Please refer to FIG. 4, which is a flowchart diagram illustrates a fusion detection method 400 in accordance with an embodiment of the present application. The fusion detection method 400 may be implemented by the vehicular onboard system 200 as shown in FIG. 2. Especially, the fusion detection method 400 may be implemented as computer instructions, stored in a non-volatile memory, being executed by the CPU 310 and/or the APU 340 as shown in FIG. 3.
The fusion detection method 400 is designed to enhance the detection efficacy of individual sensors, notably the camera 220 and the RaDAR 210, through a fusion detection approach. Illustrated in FIG. 4, the fusion detection method 400 may involves the following steps to achieve this objective. If there is no casual relation between any two steps indirectly or directly, the present application does not limit the execution order of these two steps. The fusion detection method 400 may begin with step 410 or step 412.

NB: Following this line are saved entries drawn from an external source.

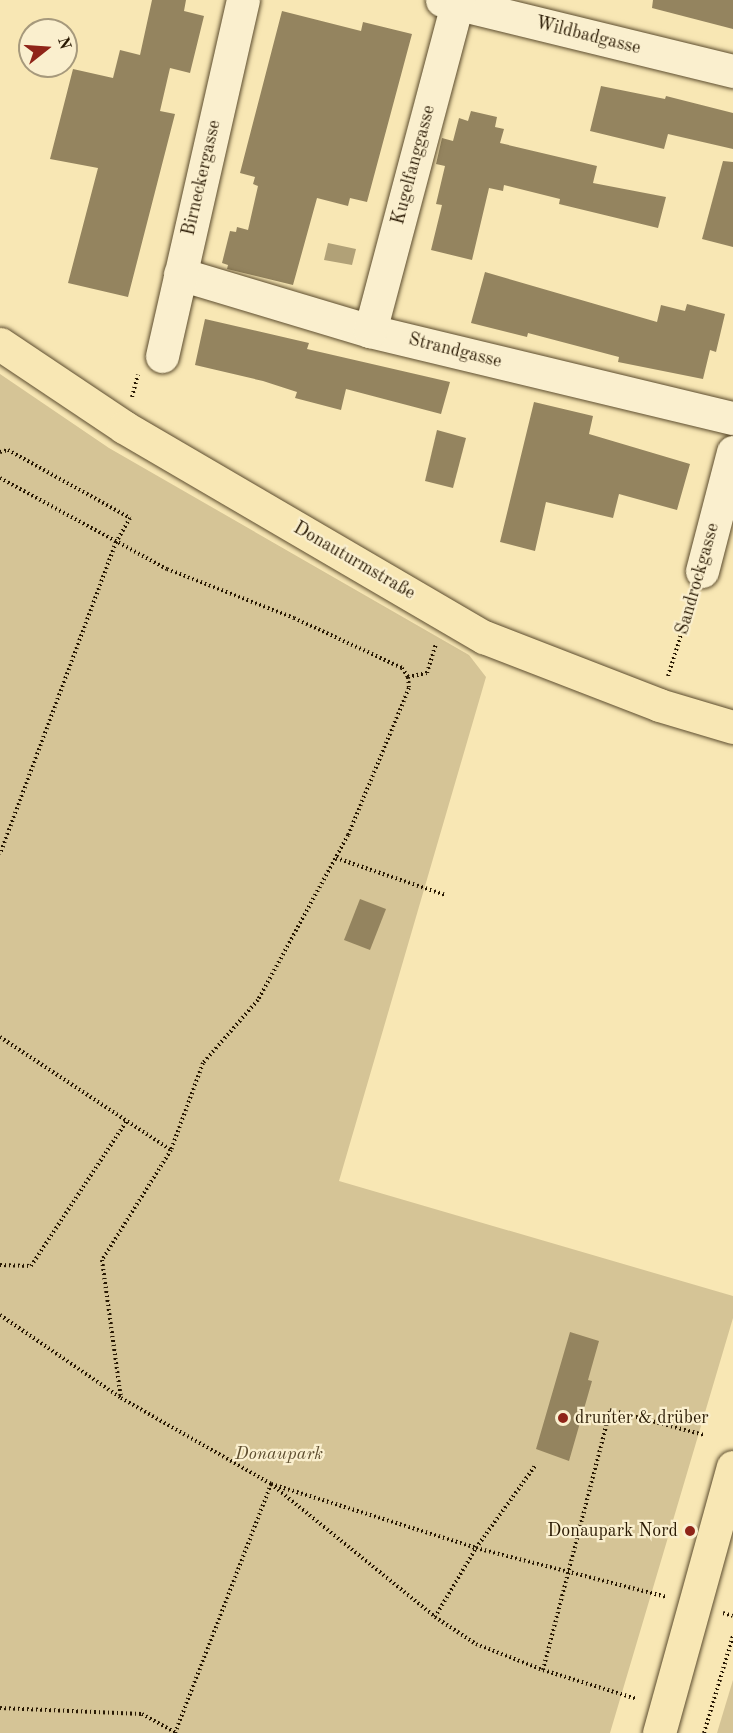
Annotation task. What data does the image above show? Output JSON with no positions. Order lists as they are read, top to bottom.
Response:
{
  "streets": {
    "main road": ["Donauturmstraße"],
    "street": [
      "Wildbadgasse",
      "Kugelfanggasse",
      "Birneckergasse",
      "Strandgasse",
      "Sandrockgasse"
    ]
  },
  "crossings": [
    ["Wildbadgasse", "Kugelfanggasse"],
    ["Kugelfanggasse", "Strandgasse"],
    ["Birneckergasse", "Strandgasse"],
    ["Donauturmstraße", "Sandrockgasse"]
  ],
  "parks": ["Donaupark"],
  "places": ["drunter & drüber", "Donaupark Nord"],
  "north": "right"
}
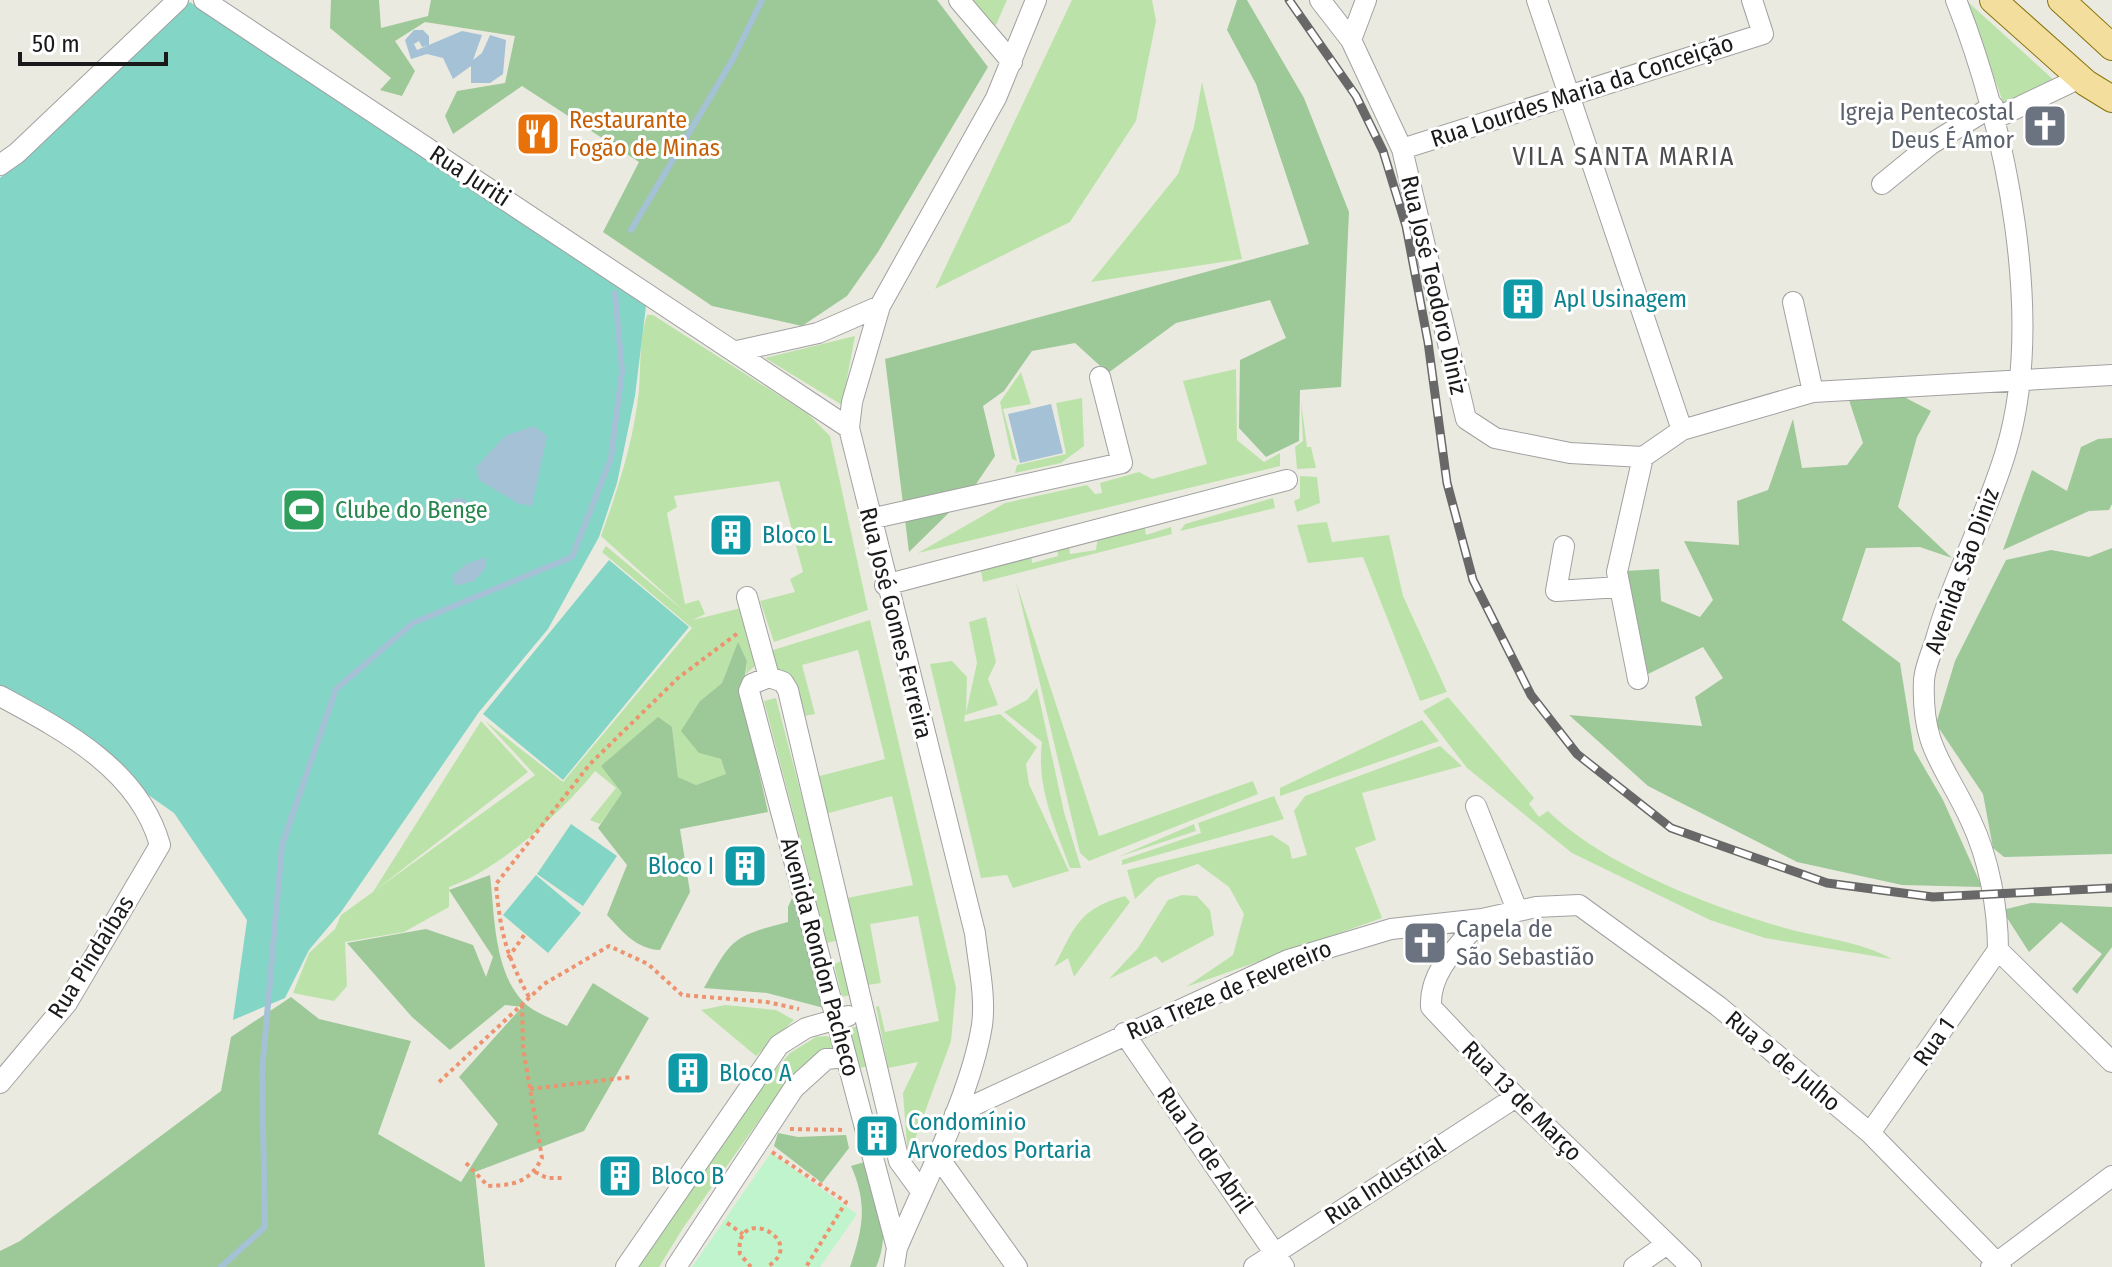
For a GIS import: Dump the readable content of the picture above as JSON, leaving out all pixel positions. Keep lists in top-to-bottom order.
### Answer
{
  "streets": {
    "street": [
      "Rua Lourdes Maria da Conceição",
      "Rua Juriti",
      "Rua José Teodoro Diniz",
      "Avenida São Diniz",
      "Rua José Gomes Ferreira",
      "Rua Pindaíbas",
      "Avenida Rondon Pacheco",
      "Rua Treze de Fevereiro",
      "Rua 1",
      "Rua 9 de Julho",
      "Rua 13 de Março",
      "Rua 10 de Abril",
      "Rua Industrial"
    ]
  },
  "crossings": [
    ["Rua Lourdes Maria da Conceição", "Rua José Teodoro Diniz"],
    ["Rua Juriti", "Rua José Gomes Ferreira"],
    ["Avenida São Diniz", "Rua 1"],
    ["Rua José Gomes Ferreira", "Avenida Rondon Pacheco"],
    ["Rua José Gomes Ferreira", "Rua Treze de Fevereiro"],
    ["Rua Treze de Fevereiro", "Rua 9 de Julho"],
    ["Rua Treze de Fevereiro", "Rua 13 de Março"],
    ["Rua Treze de Fevereiro", "Rua 10 de Abril"],
    ["Rua 1", "Rua 9 de Julho"],
    ["Rua 13 de Março", "Rua Industrial"],
    ["Rua 10 de Abril", "Rua Industrial"]
  ],
  "districts": ["VILA SANTA MARIA"],
  "places": {
    "church": ["Igreja Pentecostal Deus É Amor", "Capela de São Sebastião"],
    "restaurant": ["Restaurante Fogão de Minas"],
    "building": [
      "Apl Usinagem",
      "Bloco L",
      "Bloco I",
      "Bloco A",
      "Condomínio Arvoredos Portaria",
      "Bloco B"
    ],
    "sports": ["Clube do Benge"]
  },
  "scale_bar": "50 m"
}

Step 410: the active sensor 210 gathers RaDAR point cloud data, representing echoes that delineate the volume of surrounding objects within the field of view 120.
Step 412: the passive sensor 220 gathers (RGB) image data. People having ordinary skill in the art can understand that image data may be represented by other forms of data. RGB image data used here is exemplified, merely.
Step 420: signal preprocessing the RaDAR point cloud data gathered in step 410 to generate RaDAR data regarding to the overlapped field of view, especially in the range dimension. As shown in FIG. 1, the field of view 120 corresponding to the active sensor 210 is longer than the field of view 130 corresponding to the passive sensor 220. Thus, the step 420 may filter the RaDAR point cloud data according to the overlapped field of view 140.
Step 422: image preprocessing the (RGB) image data gathered in step 412 may include cropping the image data regarding the overlapped field of view and/or resizing the image data to match the dimensions of the subsequent detection.
Step 430: detecting objects in the RaDAR point cloud data to generate the point clouds or bounding box sets within the overlapped field of view. The point clouds or bounding box sets are detection results in 3-dimensional real-world units. The unit data may include class information, coordinates, dimensions, and classifier confidence values.
Step 432: detecting objects in the image data. The image-based perception model may be implemented by one or more deep neural network models (such as convolutional neural network) or deep machine learning model. The image-based perception works on the image data to generate bounding box sets in 2-dimensional pixel units. Similar to the detection step 430, the detection information may also include class information, pixel coordinates, dimensions and classifier confidence values.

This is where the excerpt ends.